宿を出た私たちはゴレの街よりも上にある洞窟に向かった。それはもちろん採掘するため。洞窟までの道は馬車がすれ違えない箇所もあるので移動は徒歩か馬と決まっている。洞窟は馬なら昼頃には着くという事だが、スノウに魔物を倒させる約束を果たすためゆっくりと進んだ。
魔物はスネーク系やコンドル系が多く翼を持つスノウには恰好の相手となった。サニーとサックスはちょこちょこ参戦したが私たちは手を出さず見守る事に専念していた。
サニーとサックスがバランスよく風魔法と蹴りなどを混ぜて戦うのに対し、スノウは火魔法を多用している。やはり火を噴くのが一番好きらしい。火魔法耐性がある筈のフレイムコンドルが、自分の10分の1もない小鳥の吐く業火に包まれる様子は何とも哀れだ。

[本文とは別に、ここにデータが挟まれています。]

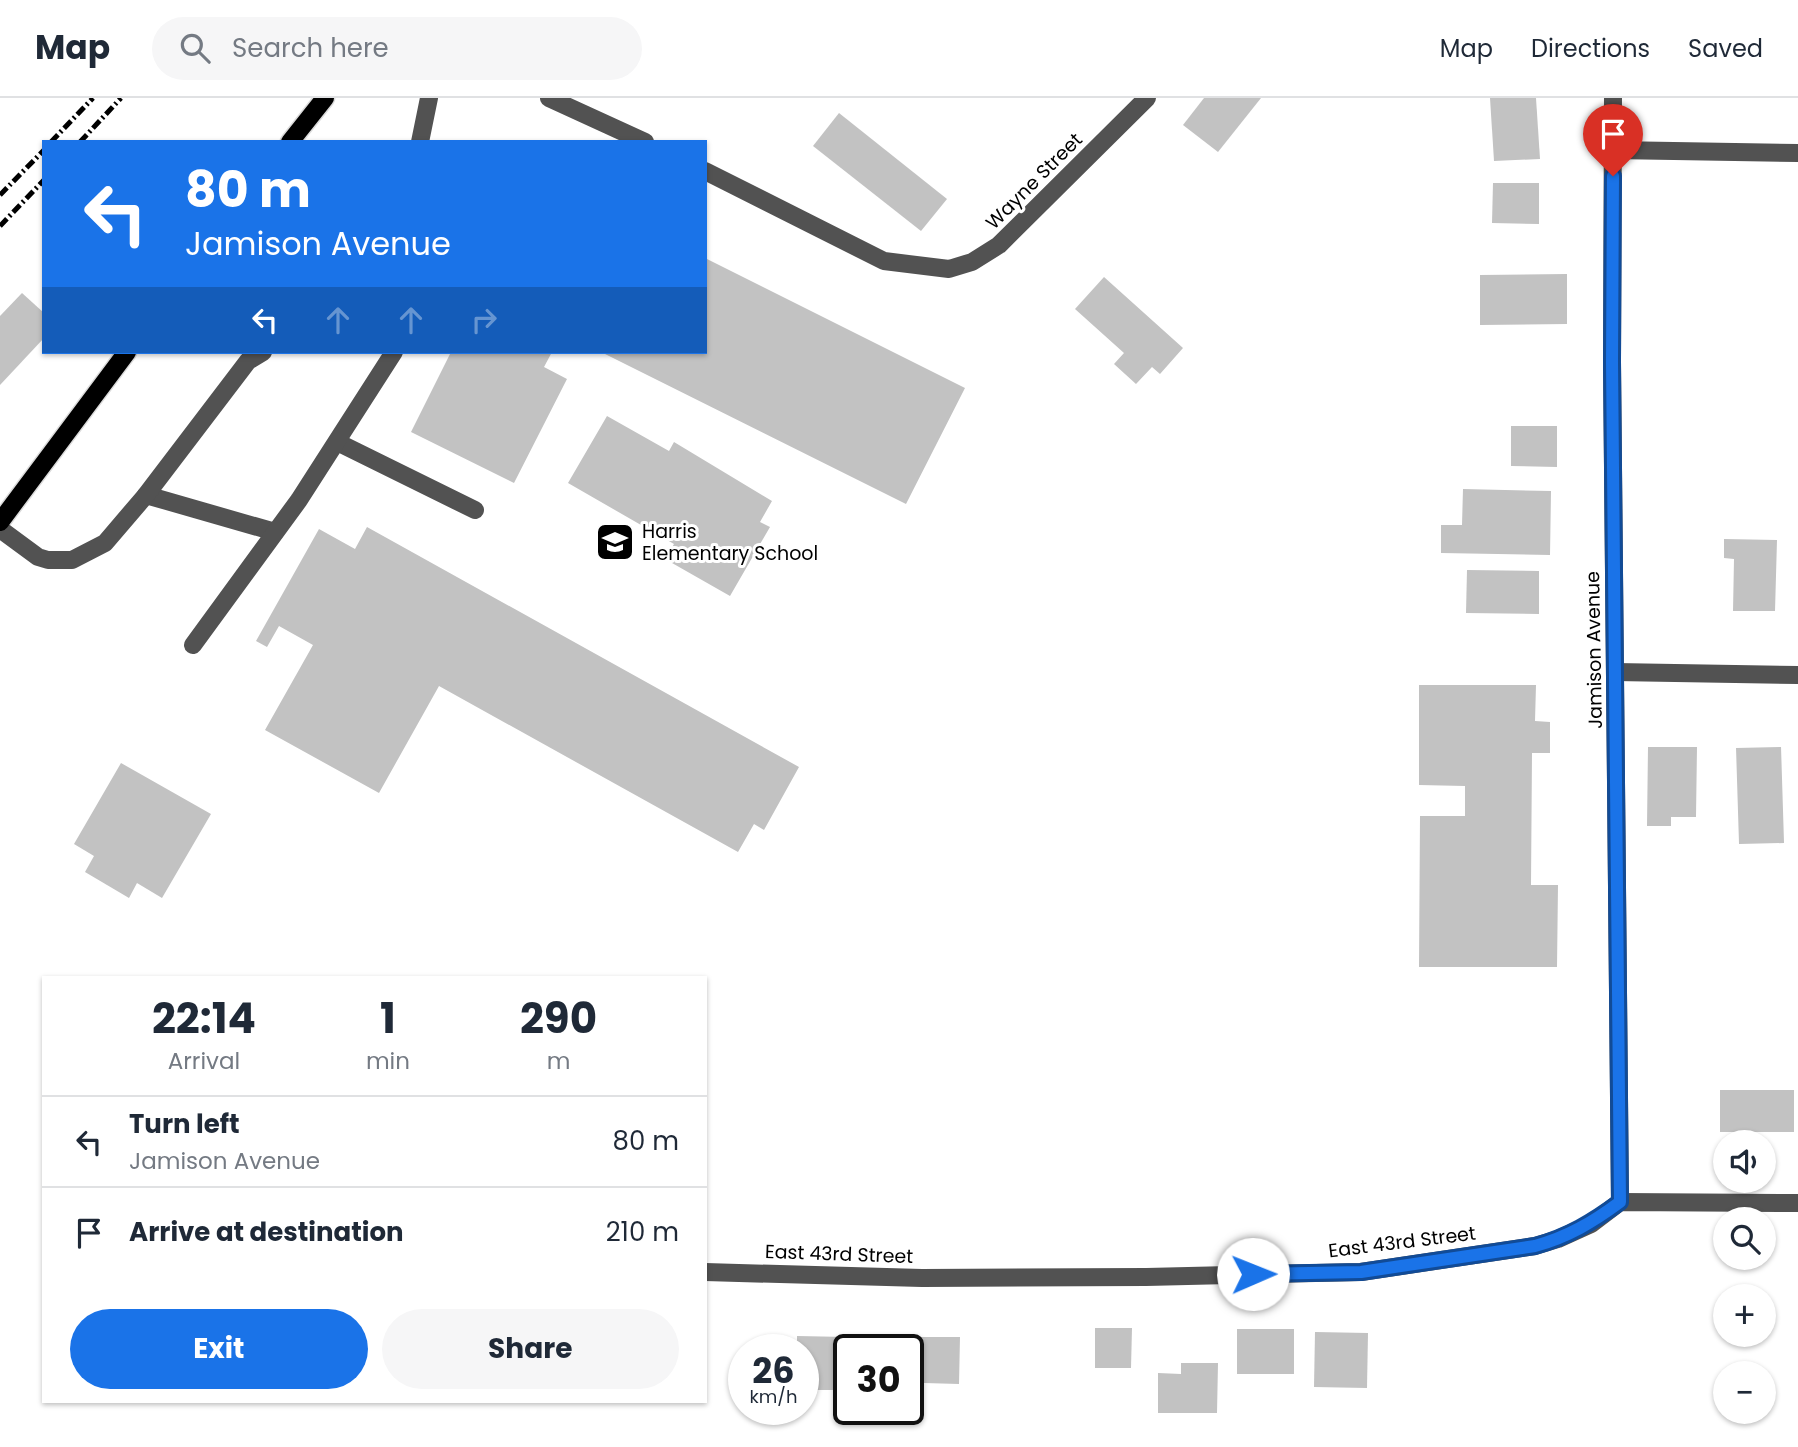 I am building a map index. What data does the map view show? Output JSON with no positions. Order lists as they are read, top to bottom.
{
  "streets": {
    "street": ["Wayne Street", "Jamison Avenue", "East 43rd Street"]
  },
  "crossings": [
    ["Jamison Avenue", "East 43rd Street"]
  ],
  "places": {
    "school or university": ["Harris Elementary School"]
  },
  "page": {
    "header": "Map",
    "search": "Search here",
    "nav": ["Map", "Directions", "Saved"],
    "turn": ["80 m", "Jamison Avenue"],
    "eta": [
      "22:14",
      "Arrival",
      "1",
      "min",
      "290",
      "m"
    ],
    "list": [
      {
        "name": "Turn left",
        "note": "Jamison Avenue",
        "value": "80 m"
      },
      {
        "name": "Arrive at destination",
        "value": "210 m"
      }
    ],
    "map_buttons": ["+", "−"],
    "buttons": ["Exit", "Share"],
    "speed": "26 km/h",
    "limit": "30"
  }
}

こうして魔物の丸焼きを量産してやっと満足したスノウでした。
■
15時過ぎ、目的地に到着。
洞窟の入口は広く、中は松明で照らされていて暗くはない。洞窟前はスペースがあり、現在人気は無いが他の採掘師や冒険者のものであろうテントが建っていた。採掘に来た者たちはレアな石を狙って何日も野営するらしいのだ。

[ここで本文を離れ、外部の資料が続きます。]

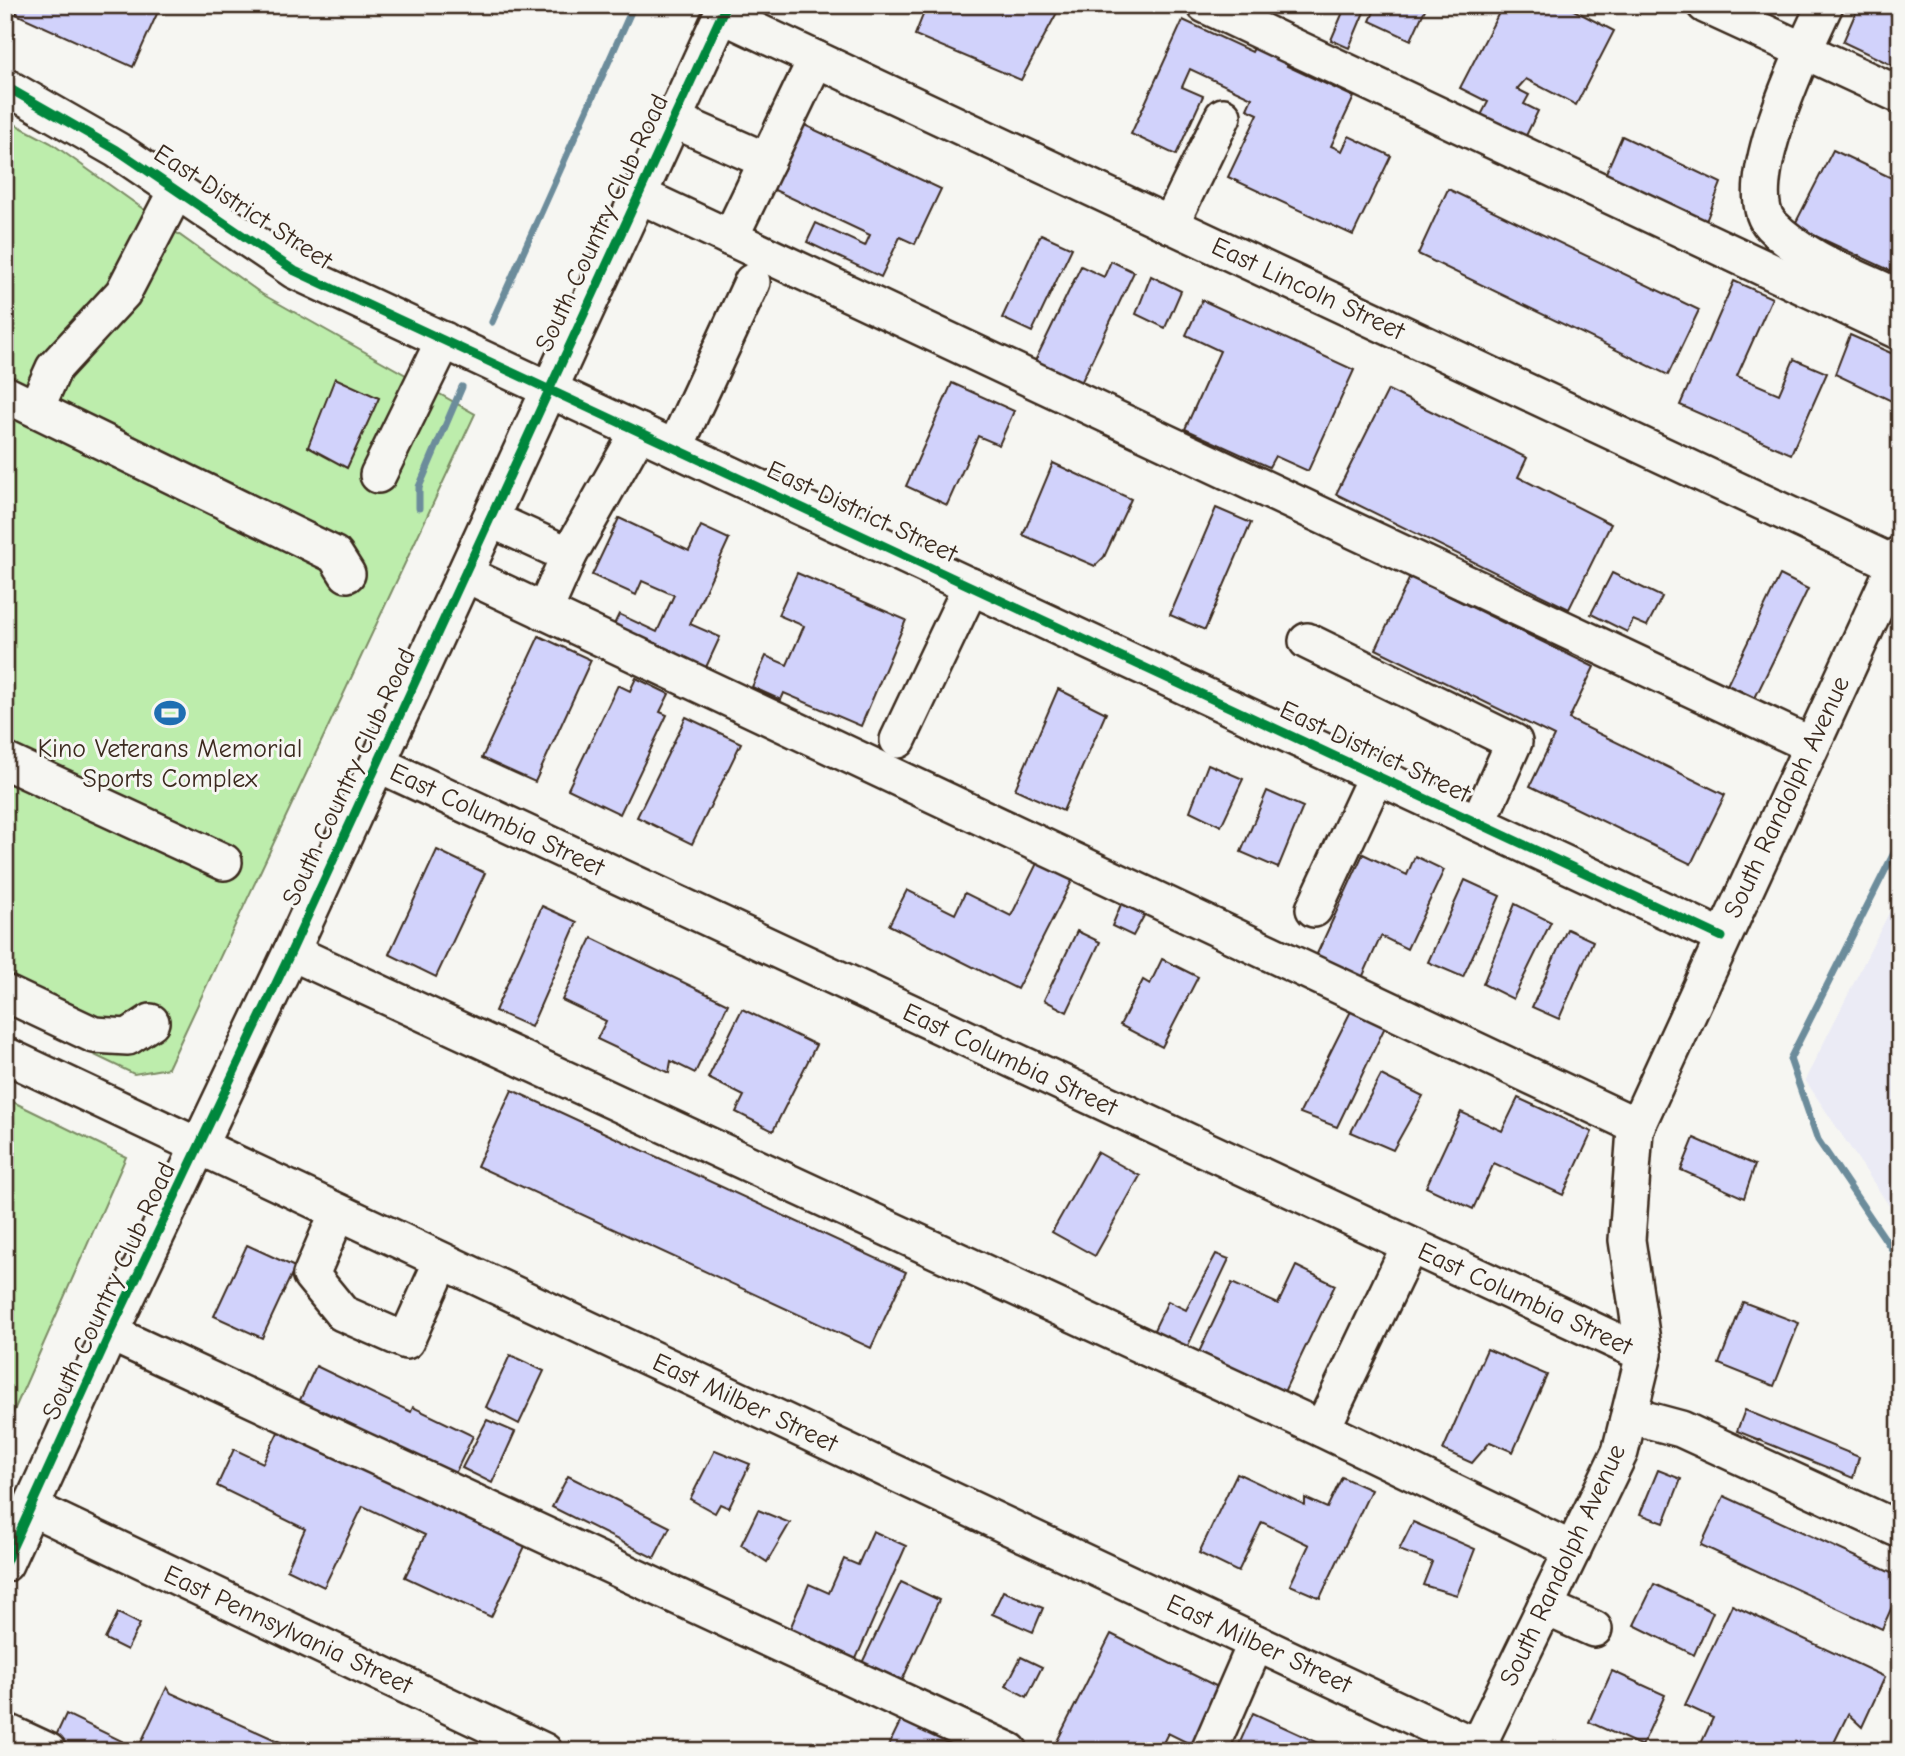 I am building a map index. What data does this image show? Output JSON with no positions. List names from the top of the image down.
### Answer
{
  "streets": {
    "street": [
      "East District Street",
      "South Country Club Road",
      "East Lincoln Street",
      "South Randolph Avenue",
      "East Columbia Street",
      "East Milber Street",
      "East Pennsylvania Street"
    ]
  },
  "crossings": [
    ["East District Street", "South Country Club Road"],
    ["East District Street", "South Randolph Avenue"],
    ["South Country Club Road", "East Lincoln Street"],
    ["South Country Club Road", "East Columbia Street"],
    ["South Country Club Road", "East Milber Street"],
    ["South Country Club Road", "East Pennsylvania Street"],
    ["East Lincoln Street", "South Randolph Avenue"],
    ["South Randolph Avenue", "East Columbia Street"],
    ["South Randolph Avenue", "East Milber Street"]
  ],
  "places": {
    "sports": ["Kino Veterans Memorial Sports Complex"]
  }
}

時間も半端なので採掘は明日からに決定したが、スペース的にコテージを出すのは躊躇われたため野営することに。ダンジョン内でテントを使ったことはあったけど、純粋な野営は随分久しぶりな気がする。
私たちは空いている場所にテントとタープテントを建て、タープテントの中にテーブルとイス、サニーとサックスの寝床も設置。9月も3分の2を過ぎたとはいえ南大陸はまだ夏、火は熾さず食事はストックしている物で済ませる事にした。
準備は終えたが夕食にはまだ早いので、サニーとサックスに留守番を頼んで周囲の見回りに出かける。
洞窟の前を通り過ぎて10分ほど進むと道は直進と右手の二又に別れていた。地図だと右は上への道、直進は行き止まりだが一応確かめに行く。左右を岩壁に挟まれた狭い道を進むと、程なくして急に視界が広がった。そこはまさに断崖絶壁。崖までの距離は10mくらい、高所ならではの強風が吹きつけていて端に立てば煽られて落下しそうだ。
しゃがみ込んで地面を眺めていたレオンが立ち上がる。
「ちょいと下を覗いてくる」
「ならオレは岩壁側を見ておくよ」
「頼む。キラ、お前はエヴァと一緒に居ろ。崖側には近付くなよ?」
「うん、分かった。…けど、気を付けてね?」
「ああ、心配すんな。スノウ、来い」
(はいなの!)
「キラはこっちだよ」
「うん」
こういう場所はコンドル系やヘビ系の巣穴ができやすい。空から人を襲うコンドル、地面を這って音もなく近付くヘビ、地を駆ける魔物に比べるとどちらも発見が遅れやすい。しかし予め巣穴などを発見しておけば注意を心に留めておける。もちろん無くても安心は禁物。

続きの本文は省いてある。